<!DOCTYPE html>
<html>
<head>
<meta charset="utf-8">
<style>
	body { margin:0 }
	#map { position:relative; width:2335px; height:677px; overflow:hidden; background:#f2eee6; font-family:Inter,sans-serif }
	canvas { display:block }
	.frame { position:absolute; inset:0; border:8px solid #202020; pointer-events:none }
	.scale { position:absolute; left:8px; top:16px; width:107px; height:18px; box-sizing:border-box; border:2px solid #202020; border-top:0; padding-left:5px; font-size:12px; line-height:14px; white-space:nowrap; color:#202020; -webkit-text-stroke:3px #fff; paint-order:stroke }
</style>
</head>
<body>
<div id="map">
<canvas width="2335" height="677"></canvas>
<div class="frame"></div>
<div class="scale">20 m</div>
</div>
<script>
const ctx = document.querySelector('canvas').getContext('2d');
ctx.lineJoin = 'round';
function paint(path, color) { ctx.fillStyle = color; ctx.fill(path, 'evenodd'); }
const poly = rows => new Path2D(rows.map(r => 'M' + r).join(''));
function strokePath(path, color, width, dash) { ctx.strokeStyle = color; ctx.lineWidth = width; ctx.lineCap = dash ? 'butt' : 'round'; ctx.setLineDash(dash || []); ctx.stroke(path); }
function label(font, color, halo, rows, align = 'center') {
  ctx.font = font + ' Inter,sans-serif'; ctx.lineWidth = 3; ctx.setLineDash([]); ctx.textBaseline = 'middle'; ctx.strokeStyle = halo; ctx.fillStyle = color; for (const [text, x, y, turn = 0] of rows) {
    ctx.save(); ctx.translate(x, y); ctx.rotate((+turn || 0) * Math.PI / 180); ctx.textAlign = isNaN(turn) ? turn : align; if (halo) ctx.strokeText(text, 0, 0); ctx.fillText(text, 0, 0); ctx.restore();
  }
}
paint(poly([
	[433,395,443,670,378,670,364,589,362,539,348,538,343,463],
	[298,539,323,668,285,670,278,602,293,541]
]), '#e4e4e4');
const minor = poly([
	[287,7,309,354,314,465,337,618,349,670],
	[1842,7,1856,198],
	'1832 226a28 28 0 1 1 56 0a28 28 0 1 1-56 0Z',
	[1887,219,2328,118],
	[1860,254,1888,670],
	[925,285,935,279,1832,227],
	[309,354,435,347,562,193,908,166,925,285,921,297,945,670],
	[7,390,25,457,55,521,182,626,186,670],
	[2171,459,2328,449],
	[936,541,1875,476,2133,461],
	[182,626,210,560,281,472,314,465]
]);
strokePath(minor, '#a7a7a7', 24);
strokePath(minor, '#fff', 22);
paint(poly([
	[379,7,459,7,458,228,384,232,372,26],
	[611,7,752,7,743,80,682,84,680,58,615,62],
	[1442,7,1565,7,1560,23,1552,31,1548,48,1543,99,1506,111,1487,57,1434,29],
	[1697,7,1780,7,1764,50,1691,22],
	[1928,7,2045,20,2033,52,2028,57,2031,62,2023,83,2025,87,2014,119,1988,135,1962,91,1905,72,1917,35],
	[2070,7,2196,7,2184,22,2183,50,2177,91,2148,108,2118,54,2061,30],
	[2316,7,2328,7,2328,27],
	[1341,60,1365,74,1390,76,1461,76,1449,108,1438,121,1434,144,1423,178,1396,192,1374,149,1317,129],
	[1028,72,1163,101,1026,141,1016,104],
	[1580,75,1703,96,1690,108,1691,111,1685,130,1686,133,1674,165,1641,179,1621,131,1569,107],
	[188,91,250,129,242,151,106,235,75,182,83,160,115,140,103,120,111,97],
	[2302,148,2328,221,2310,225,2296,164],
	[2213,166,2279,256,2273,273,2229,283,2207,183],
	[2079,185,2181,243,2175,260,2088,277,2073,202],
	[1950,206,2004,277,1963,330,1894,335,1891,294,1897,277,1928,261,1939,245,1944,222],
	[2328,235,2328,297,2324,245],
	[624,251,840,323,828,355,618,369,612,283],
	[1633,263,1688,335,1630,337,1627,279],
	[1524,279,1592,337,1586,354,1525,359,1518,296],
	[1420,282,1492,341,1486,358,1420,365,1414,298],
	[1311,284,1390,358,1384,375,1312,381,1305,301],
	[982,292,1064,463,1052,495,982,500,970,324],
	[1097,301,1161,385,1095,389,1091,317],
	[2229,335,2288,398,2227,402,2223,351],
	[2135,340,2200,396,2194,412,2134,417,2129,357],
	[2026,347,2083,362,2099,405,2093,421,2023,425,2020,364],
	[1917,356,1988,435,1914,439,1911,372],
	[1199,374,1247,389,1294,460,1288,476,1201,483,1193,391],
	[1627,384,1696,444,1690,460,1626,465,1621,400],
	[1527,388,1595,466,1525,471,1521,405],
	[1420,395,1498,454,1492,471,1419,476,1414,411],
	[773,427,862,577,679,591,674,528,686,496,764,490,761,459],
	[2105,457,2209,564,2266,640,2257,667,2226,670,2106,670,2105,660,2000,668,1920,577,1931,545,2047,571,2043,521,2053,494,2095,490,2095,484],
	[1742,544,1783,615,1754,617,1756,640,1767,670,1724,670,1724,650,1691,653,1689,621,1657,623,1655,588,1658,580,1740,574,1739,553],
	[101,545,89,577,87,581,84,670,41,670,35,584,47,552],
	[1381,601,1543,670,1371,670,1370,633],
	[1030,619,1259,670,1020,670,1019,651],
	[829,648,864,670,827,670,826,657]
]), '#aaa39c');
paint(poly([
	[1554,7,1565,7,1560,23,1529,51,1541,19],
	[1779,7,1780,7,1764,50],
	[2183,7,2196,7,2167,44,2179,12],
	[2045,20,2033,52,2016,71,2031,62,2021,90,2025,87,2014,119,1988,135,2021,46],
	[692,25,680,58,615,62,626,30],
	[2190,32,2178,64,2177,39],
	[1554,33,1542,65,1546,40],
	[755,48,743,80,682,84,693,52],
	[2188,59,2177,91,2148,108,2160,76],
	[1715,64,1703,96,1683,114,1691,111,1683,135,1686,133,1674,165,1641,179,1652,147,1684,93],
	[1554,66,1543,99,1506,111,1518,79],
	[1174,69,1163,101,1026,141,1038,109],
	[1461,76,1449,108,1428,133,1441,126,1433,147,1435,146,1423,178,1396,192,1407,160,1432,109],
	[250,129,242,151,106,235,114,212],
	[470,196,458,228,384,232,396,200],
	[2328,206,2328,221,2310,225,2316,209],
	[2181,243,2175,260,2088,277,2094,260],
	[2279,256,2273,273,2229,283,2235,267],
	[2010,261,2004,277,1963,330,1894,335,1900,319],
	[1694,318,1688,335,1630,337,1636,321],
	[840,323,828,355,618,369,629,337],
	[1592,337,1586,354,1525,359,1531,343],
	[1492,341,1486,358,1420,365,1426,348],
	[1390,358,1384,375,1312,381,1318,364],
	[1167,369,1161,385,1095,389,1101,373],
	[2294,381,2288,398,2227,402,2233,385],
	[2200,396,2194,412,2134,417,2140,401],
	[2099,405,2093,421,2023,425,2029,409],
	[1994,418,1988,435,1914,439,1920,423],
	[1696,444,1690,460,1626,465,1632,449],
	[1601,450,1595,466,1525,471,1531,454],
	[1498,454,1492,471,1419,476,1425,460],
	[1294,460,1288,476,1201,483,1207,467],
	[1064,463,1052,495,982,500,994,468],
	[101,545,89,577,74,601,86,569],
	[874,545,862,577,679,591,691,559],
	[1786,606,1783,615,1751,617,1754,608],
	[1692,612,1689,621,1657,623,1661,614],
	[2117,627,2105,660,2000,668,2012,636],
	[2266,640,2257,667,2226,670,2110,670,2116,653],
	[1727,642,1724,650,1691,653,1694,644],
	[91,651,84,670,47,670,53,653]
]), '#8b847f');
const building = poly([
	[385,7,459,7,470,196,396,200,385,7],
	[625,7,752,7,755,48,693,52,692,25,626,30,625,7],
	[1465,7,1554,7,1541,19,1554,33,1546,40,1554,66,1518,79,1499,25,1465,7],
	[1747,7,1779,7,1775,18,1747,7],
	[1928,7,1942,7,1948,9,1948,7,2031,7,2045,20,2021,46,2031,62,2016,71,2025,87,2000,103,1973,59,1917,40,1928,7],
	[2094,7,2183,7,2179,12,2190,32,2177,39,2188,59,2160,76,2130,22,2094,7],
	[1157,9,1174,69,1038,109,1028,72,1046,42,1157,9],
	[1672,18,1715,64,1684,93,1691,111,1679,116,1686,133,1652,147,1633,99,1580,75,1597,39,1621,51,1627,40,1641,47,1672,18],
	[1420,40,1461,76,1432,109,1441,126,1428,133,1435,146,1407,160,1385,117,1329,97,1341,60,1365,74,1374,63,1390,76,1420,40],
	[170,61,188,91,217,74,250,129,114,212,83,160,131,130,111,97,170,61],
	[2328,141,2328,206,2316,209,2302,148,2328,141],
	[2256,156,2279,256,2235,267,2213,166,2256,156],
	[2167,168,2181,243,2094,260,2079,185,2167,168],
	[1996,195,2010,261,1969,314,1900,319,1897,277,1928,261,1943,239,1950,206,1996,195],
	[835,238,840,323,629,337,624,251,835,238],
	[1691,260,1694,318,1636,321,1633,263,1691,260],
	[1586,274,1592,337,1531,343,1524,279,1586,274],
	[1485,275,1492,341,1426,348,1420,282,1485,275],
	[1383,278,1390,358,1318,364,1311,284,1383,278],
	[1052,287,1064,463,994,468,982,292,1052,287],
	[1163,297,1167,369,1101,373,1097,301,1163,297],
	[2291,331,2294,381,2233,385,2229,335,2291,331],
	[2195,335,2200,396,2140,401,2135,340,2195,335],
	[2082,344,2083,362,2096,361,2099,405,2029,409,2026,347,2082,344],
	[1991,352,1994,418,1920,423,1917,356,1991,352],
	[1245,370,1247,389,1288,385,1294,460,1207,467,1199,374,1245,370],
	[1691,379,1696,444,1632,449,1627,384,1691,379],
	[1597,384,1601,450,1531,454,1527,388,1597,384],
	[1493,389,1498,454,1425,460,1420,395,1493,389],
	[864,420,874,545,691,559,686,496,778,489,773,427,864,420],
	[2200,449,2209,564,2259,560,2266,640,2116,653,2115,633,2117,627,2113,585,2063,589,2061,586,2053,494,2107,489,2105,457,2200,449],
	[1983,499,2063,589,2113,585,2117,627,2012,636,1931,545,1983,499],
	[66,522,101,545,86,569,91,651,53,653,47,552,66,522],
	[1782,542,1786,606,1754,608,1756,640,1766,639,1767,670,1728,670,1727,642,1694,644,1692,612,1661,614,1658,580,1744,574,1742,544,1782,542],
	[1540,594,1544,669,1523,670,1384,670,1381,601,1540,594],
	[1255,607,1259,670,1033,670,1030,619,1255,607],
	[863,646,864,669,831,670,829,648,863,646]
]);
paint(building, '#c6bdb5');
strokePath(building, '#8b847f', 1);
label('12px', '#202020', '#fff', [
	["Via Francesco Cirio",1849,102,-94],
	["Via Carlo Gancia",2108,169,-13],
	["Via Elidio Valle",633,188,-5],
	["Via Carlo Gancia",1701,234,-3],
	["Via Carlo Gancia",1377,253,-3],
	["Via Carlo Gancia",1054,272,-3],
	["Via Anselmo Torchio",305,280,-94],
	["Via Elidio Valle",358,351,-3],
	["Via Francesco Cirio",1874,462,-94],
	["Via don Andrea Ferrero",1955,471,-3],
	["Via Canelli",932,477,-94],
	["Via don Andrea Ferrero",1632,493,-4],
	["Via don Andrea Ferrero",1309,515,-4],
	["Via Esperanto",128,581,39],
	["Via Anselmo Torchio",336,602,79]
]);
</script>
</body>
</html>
──────
◆ Action item
Every line containing the word "canvas" must be copied from the material above.

◆ Your response
	canvas { display:block }
<canvas width="2335" height="677"></canvas>
const ctx = document.querySelector('canvas').getContext('2d');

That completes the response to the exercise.